*** Block opens ***
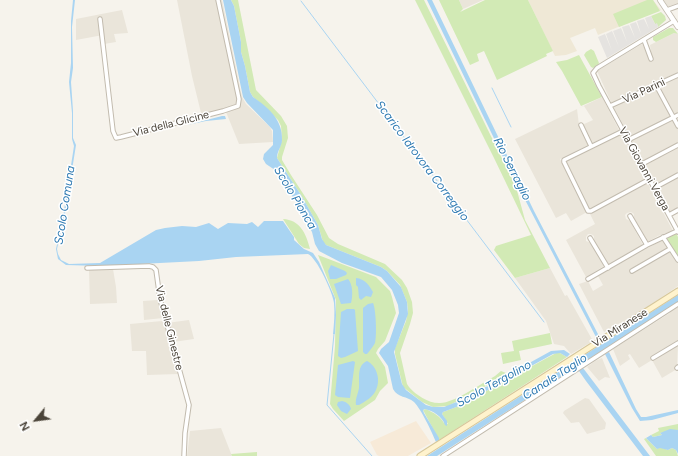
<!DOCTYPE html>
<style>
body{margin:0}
#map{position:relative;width:678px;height:456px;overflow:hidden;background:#f6f3ec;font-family:Figtree,sans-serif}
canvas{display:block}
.north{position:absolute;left:16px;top:400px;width:40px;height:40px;-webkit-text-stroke:3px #fff;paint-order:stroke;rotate:241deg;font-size:11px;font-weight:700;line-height:16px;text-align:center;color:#4b4439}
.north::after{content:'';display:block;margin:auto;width:14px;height:18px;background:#4b4439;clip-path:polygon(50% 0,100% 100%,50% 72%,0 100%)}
</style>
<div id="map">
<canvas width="678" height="456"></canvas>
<div class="north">N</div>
</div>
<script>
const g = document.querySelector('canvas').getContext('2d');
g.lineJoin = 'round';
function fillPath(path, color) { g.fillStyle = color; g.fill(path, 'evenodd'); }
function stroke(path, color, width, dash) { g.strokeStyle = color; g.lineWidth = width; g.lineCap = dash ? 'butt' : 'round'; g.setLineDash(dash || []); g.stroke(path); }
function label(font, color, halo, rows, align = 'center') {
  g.font = font + ' Figtree,sans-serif'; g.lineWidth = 3; g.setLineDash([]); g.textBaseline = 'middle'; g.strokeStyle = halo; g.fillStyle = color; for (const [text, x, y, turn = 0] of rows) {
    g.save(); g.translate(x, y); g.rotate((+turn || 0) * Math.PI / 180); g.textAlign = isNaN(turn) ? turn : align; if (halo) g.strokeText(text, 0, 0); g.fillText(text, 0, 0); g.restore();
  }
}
fillPath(new Path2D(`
 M177,0H222L242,97L246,104L270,127L272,131L273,142L239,144L226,112L202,117L192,76Z
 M459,0H483L463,9Z
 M662,0H678V4L667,8Z
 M122,10L128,33L114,34L116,42L104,44L103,35L76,40V19Z
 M674,33L678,34V72L612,104L597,71L642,44L649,55L652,59L650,45Z
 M678,76V113L674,115L658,86Z
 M655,87L671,117L630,137L613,106Z
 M602,97L619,130L591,144L582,125L593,120L584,106L577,109L579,125L588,145L560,159L587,212L571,221L566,213L556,218L515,139Z
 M673,119L678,129V143L643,162L632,141Z
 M621,134L639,167V168L644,180L590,209H589L566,162L567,160Z
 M678,147V173L656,185L645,165Z
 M678,177V208L670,212L659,188Z
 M647,182L673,231L658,236L647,242L633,219L634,214L631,212L627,213L625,215L626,219L630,221L643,245L608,264L594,241V236L591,234H588L586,237V241L591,243L604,266L586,277L566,240L595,224L590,214L644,185Z
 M662,240L678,261V286L642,311L604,332L579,284L588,281L593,291L603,285L598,276Z
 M550,268L565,296L567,295L593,341L571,354L564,346L554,344L546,321L515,278Z
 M113,269L116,287L117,303L90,304L89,270Z
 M158,300L163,318L144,320L143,301Z
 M678,305V341L650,358L652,360L678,344L677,369L662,378L652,360L639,368L630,354L628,355L630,359L620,366L613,349L670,313V310Z
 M189,320L194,339L173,342L167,323Z
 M162,321L164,322L171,346L178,374L147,375L146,351H132L130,324Z
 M602,358L610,378L605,377L599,381L587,367L595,361Z
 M585,398L589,399L606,423L605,429L587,434L579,422L571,423L563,413L564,411Z
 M221,428L232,456H187L190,431Z`), '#eae5da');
fillPath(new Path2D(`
 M416,421L431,443L408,456H379L377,455L370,442Z`), '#f7ead8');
fillPath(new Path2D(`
 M528,0H653L661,10L598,35L595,28L570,38L577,51L566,55L555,56Z`), '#efe8d6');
fillPath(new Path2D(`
 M231,0H238L256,90L281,116L287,126L288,138L282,157V160L291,175L317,215L329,238L338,244L385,264L402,280L407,288L412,302L413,313L410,324L400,353L407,384L409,387C416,395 428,403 439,403C453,404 482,383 495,376L501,371L506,373L507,375L448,406L433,407L422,402L403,387L395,354V348L406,321L408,310L407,302L400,285L387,271L381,267L326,245L323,242L318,225L301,195L277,158L282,139L281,126L278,120L253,97L250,92L245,66L241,52V42L234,6Z
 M415,0H424L516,187L525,220L550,268L515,278L494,250L496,246L499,245L531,235L494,158Z
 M439,0H459L463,9L460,12L485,0H528L553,51L546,54L547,56L497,80L484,51L477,54L479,61L470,65Z
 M647,0H653L660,11L619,27L613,14Z
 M661,12L665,16L666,20L658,27L657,24H655L651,16Z
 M669,28H673L678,34L674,33L656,42L653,40V37Z
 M591,49L594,51L599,63L598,65L593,68L591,67L584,55L586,52Z
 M579,55L602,97L581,106L562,71L556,62L567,60Z
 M283,219C300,220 306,233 310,249L304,248L299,244Z
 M676,233L678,237V257L667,240V238Z
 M318,255L376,277L390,291L392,297L396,313L385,341L378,349L376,353L385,367L388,383L380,391L375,400L344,421L333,409L330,404L335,346L336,300Z
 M550,333L552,344L519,351L521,360L503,364L501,353L514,351L512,341Z
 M556,353H560L567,357L439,440L423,410L426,409C434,413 440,416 444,423L448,424L442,414L443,412L459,406Z
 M678,424V430L660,433L662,435L653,437L651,435L659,431L658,428Z
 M646,438L657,449L660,447L668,450L672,448L676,450L678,456H656L644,439Z
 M257,452V456H232L231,454Z`), '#d2eab5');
fillPath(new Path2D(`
 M651,16L655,24L657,23L658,27L607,58L598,37L605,34L612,51L606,34L612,31L619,47L613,31L621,28L627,42L622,27L629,25L635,38L630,24L636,22L641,34L637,21L644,19L649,29L645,18Z`), '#e5e3e0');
fillPath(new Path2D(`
 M73,0H75L72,27L73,68L71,82L73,111V138L76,145L65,214L57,249L58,254L61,260L69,264L100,263L156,230L165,228L182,226L196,227L209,223L218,229L228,223L247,224L252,222L258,227L264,221H283L294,237V240L304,249L313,253L319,262L335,298L336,315L335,334H333C334,324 335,313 334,303C333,293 317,258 308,254L236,257L199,261L101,266L66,265L58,259L56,249L63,217L74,146L72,139V113L69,82L71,63V21Z
 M223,0H231L234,6L241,42V52L245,66L250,92L253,97C268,107 283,120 282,140C282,146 277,151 277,158L301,195L318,225L322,239L326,245L381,267L387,271L401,287L407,302L408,314L394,352L402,384L406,390L426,405L433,407H444L464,399L551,351L564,350L570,354L567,357L560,353L553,354L459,406L443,412L442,414L447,421V426L445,425C442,416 433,411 425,409L423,410L424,413L439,438V440L436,442C432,432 421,409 414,402C407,396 398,398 393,389L388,366L379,353L381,349L389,342L399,313L398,305L392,290L381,277L342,263L319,251L315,244L312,232L294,199L275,170L266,164L263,159L264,154L273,145V130L247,103L243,97Z
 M427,0H432L534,211L599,336L597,339L505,161Z
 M222,116H225L226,119L206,121L187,125Z
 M331,265L345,271L347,273L346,275L336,279H330L328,271Z
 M356,278C365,279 369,285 373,292L371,297L366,296L361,300L359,298L358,287L356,285Z
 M348,279C353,284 353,296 351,303L341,304L334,284Z
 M678,295V302L437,456H427Z
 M373,303C376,309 377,336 375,343C373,347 370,350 367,354H365L363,352V308L368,304Z
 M347,309H354L355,310L358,351L345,357L341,358L338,356L341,312Z
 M609,352L636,409L641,417H646L678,410V413L652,420L640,421L632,408L605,354Z
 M353,361L355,362L350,398L338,397L335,395L338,365Z
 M367,361C377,366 381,380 376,390C373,397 366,401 359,405H356C355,399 358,394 359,388C360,379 356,366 367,361Z
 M583,368L650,456H643L586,381L579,371Z
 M342,401C347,402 350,405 351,409L347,414L341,411L337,405L338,402Z
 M670,429L678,430V454L676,450L672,448L668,450L660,448L657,449L646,438L651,435L653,437L662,435L660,433Z`), '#a9d4f2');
stroke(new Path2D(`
 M301,1L544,322
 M492,88L511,127
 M334,334L327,405L372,456`), '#a9d4f2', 1);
const minor = new Path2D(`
 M667,10L678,6
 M100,19L113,131L116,138L121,137L223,111L238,106L239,99L218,0
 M674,21L597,68L593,73L599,86L678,232
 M644,40L651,59
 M656,85L678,126
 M610,106L678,75
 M581,125L591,146
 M623,131L564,160V162L588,211H591L650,179
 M628,140L678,115
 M642,164L678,145
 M654,188L678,175
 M669,215L678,210
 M630,216L647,245
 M663,237L678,260
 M590,238L608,268
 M87,268L149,266L153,267L156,270L160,299L189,405L185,433L184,456
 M632,271L670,249
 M588,279L647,245L677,231
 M653,358L678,343
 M677,368L678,367
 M443,456L678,304`);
const tertiary = new Path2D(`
 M660,0L678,27`);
const secondary = new Path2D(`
 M420,456L678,291`);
stroke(minor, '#c2bbae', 5.5);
stroke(tertiary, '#c2bbae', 6);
stroke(secondary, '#d6c79b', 7);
stroke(minor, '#fff', 3.5);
stroke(tertiary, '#fff', 4.5);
stroke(secondary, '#fff3cd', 5);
label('11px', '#4b4439', '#fff', [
 ["Via Parini",644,91,-25],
 ["Via della Glicine",171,124,-14],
 ["Via Giovanni Verga",644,169,61],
 ["Via delle Ginestre",169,328,76],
 ["Via Miranese",620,328,-32]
]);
label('italic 12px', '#2e7ab2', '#fff', [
 ["Scarico Idrovora Correggio",422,161,53],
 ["Rio Serraglio",512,169,63],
 ["Scolo Pionca",295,198,59],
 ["Scolo Comuna",65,205,-81],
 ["Canale Taglio",555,377,-33],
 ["Scolo Tergolino",494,384,-29]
]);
</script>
*** Block closes ***
Show each line of the listing that holds the string "align".

.north{position:absolute;left:16px;top:400px;width:40px;height:40px;-webkit-text-stroke:3px #fff;paint-order:stroke;rotate:241deg;font-size:11px;font-weight:700;line-height:16px;text-align:center;color:#4b4439}
function label(font, color, halo, rows, align = 'center') {
    g.save(); g.translate(x, y); g.rotate((+turn || 0) * Math.PI / 180); g.textAlign = isNaN(turn) ? turn : align; if (halo) g.strokeText(text, 0, 0); g.fillText(text, 0, 0); g.restore();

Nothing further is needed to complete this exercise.